*The task:*
Exactly as written, output the lines below starting from the first and ending with the line that contains "background:var(--page); color:var(--text); height:100vh;"; omit pictures.

*Exercise inputs:*
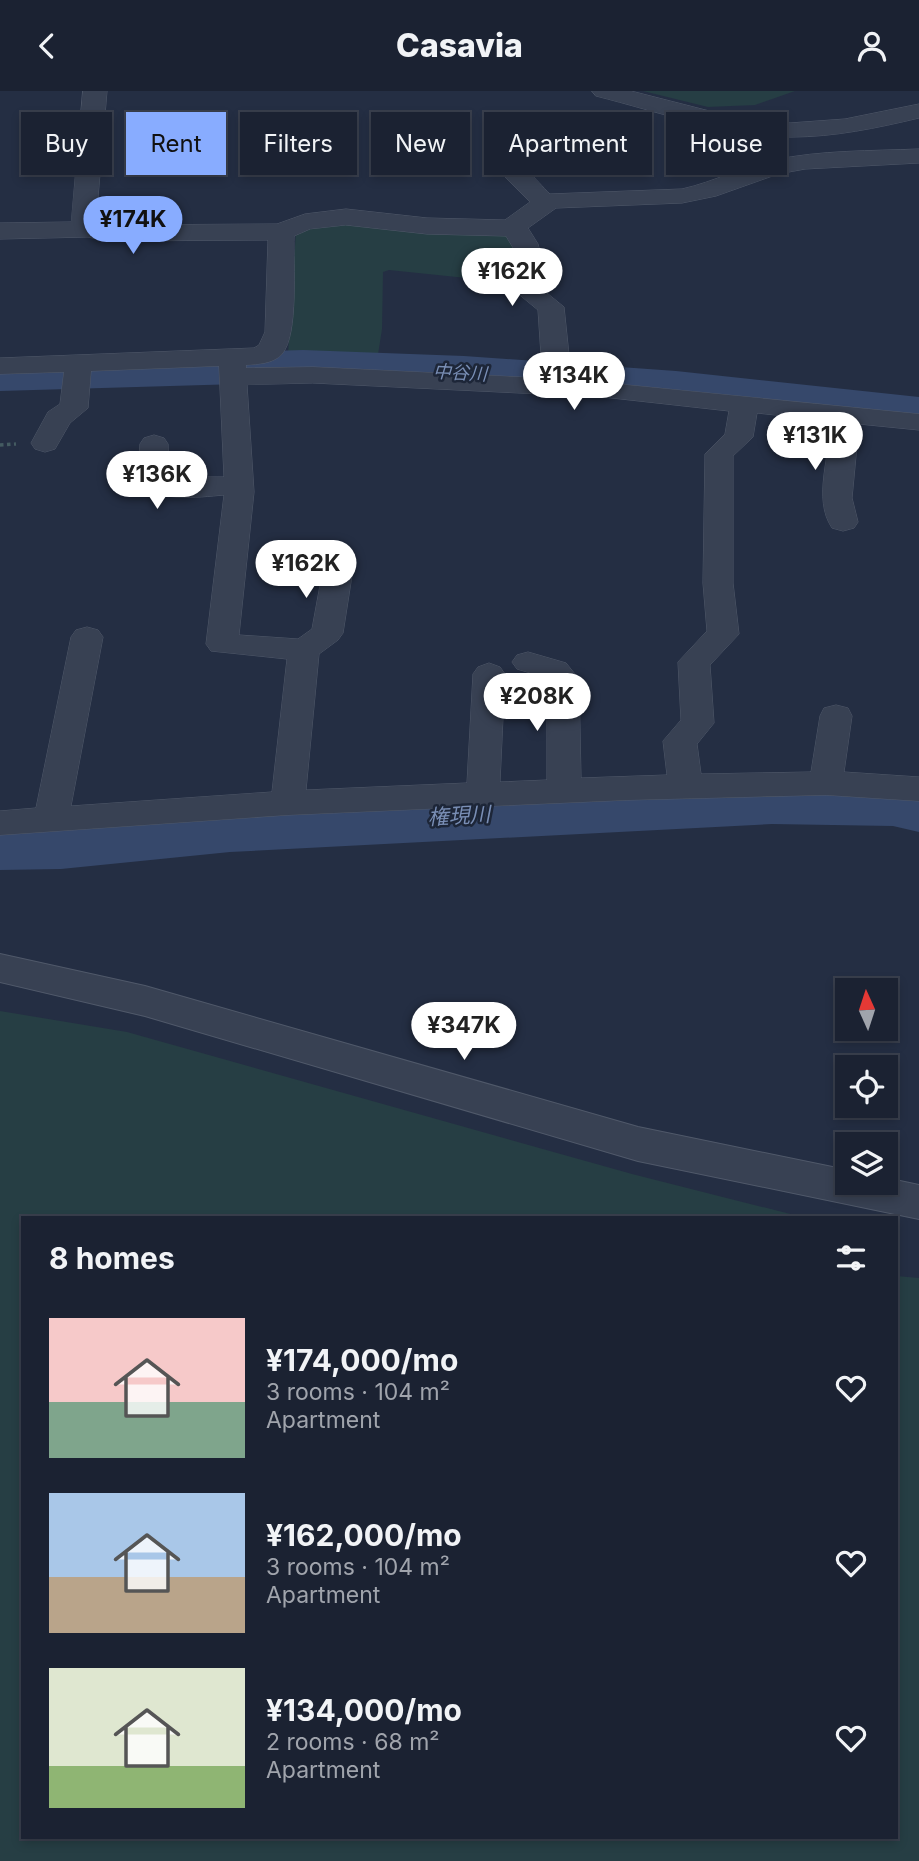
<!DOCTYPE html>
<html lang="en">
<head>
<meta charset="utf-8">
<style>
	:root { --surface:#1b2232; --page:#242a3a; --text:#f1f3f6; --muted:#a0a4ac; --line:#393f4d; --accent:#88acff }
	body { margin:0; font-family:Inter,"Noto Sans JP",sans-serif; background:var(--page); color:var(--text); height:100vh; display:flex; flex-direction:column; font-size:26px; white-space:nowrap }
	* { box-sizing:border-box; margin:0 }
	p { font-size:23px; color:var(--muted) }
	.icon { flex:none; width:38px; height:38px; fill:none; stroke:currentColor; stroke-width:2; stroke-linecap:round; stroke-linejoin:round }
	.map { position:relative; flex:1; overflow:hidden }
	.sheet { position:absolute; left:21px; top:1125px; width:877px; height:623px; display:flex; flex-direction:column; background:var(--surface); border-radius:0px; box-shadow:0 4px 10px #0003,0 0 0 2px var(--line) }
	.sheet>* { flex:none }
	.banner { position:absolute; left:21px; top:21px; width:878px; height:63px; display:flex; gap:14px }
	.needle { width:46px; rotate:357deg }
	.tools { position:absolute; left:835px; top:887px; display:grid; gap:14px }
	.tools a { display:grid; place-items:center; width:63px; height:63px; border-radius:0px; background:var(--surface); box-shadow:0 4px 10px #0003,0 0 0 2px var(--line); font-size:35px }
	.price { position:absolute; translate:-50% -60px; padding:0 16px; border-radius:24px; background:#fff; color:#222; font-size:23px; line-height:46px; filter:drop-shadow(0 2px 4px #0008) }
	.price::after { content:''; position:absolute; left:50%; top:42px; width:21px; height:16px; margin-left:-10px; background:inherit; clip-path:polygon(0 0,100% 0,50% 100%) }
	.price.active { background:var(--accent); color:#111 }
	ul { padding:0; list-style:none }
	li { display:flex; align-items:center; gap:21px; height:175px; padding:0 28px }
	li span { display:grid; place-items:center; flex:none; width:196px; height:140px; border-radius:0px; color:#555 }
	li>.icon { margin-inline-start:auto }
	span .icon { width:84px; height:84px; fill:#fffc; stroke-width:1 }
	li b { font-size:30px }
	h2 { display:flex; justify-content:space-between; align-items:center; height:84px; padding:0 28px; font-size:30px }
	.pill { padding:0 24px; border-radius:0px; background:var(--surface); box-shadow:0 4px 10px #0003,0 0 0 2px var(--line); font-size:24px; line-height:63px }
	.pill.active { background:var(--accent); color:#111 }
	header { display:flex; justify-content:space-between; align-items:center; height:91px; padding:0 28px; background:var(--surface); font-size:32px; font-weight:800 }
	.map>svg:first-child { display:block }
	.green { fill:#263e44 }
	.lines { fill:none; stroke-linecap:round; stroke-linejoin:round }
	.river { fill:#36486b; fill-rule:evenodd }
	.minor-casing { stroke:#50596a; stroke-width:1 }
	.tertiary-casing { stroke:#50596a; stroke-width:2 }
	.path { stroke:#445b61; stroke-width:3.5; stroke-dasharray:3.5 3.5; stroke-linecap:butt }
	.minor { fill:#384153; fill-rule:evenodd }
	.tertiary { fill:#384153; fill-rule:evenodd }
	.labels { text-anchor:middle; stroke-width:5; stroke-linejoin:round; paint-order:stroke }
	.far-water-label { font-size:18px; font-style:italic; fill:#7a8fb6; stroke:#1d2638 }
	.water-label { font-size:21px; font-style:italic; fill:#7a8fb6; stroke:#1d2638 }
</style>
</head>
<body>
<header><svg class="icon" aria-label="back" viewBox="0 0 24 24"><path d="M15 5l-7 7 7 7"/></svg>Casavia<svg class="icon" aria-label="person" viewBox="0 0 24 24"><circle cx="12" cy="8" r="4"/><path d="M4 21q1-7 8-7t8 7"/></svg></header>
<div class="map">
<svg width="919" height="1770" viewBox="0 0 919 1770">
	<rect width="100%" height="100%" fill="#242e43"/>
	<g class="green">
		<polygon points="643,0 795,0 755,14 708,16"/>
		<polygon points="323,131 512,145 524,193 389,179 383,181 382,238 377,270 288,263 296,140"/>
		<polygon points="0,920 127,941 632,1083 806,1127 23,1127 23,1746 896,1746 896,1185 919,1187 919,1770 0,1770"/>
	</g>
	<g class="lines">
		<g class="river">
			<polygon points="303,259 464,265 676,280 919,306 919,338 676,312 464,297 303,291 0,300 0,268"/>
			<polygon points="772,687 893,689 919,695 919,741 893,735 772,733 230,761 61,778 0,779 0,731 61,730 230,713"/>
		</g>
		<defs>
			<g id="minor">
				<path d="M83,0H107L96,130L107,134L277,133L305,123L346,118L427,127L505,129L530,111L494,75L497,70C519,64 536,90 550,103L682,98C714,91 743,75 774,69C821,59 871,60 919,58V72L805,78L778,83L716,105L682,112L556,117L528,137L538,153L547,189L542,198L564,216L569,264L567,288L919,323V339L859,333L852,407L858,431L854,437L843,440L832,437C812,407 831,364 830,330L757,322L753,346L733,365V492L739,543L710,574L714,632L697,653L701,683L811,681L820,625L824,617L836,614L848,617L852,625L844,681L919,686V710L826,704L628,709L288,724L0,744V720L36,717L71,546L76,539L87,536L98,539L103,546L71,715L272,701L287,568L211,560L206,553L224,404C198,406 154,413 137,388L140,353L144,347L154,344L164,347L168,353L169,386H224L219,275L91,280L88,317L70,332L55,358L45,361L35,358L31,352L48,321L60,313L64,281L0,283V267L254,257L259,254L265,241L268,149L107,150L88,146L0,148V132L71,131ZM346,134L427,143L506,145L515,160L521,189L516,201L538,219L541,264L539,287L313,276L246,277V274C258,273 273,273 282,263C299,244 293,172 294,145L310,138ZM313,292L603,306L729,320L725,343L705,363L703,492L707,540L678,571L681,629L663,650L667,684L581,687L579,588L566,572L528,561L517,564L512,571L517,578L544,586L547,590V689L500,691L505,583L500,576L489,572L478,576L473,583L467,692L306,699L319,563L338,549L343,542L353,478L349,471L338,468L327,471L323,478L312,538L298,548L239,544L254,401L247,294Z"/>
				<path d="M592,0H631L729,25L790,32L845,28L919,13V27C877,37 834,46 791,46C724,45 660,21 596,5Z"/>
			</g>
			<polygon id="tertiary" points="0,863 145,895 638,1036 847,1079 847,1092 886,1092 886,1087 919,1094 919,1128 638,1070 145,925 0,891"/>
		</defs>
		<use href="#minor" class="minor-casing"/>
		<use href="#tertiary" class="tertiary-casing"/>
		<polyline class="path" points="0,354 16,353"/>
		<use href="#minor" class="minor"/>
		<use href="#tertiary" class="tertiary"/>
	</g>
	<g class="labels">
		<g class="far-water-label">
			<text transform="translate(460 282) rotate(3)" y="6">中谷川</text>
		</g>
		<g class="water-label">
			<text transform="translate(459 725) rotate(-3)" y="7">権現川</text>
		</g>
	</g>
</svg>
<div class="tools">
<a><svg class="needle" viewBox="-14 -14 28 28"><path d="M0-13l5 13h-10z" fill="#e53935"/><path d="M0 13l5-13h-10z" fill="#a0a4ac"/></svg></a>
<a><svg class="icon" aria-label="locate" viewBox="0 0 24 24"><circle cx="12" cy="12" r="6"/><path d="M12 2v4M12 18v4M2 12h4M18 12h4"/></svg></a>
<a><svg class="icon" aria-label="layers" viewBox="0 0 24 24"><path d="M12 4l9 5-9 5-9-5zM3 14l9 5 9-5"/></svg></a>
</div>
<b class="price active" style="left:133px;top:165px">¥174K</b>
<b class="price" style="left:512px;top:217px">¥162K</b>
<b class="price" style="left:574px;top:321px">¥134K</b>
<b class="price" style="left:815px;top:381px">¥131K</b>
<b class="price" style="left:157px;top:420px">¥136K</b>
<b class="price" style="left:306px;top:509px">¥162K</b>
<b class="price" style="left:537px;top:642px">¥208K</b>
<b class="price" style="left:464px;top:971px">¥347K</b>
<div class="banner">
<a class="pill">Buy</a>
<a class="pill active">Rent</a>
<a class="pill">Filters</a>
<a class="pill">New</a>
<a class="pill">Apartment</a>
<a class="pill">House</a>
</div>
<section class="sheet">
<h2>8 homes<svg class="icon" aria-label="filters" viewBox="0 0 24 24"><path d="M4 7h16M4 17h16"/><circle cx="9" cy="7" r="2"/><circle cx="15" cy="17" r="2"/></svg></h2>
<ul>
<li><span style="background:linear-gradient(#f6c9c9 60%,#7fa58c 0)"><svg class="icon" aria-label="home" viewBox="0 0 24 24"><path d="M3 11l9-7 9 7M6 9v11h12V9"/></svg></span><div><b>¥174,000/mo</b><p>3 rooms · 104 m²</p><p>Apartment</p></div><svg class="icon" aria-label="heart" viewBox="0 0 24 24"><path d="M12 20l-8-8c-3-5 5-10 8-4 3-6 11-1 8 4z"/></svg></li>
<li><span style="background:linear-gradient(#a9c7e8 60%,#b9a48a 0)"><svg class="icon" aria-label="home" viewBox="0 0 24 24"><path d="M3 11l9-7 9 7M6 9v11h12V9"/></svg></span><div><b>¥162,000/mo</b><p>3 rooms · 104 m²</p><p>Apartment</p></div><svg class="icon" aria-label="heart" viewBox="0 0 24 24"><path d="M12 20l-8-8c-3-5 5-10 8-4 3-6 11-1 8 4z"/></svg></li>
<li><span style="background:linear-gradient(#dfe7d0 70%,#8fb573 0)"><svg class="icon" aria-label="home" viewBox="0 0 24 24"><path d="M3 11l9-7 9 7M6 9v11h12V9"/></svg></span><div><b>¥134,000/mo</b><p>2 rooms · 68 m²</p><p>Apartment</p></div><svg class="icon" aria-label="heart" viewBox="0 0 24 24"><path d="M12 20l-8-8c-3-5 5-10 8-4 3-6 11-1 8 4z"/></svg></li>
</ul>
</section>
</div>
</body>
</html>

*Result:*
<!DOCTYPE html>
<html lang="en">
<head>
<meta charset="utf-8">
<style>
	:root { --surface:#1b2232; --page:#242a3a; --text:#f1f3f6; --muted:#a0a4ac; --line:#393f4d; --accent:#88acff }
	body { margin:0; font-family:Inter,"Noto Sans JP",sans-serif; background:var(--page); color:var(--text); height:100vh; display:flex; flex-direction:column; font-size:26px; white-space:nowrap }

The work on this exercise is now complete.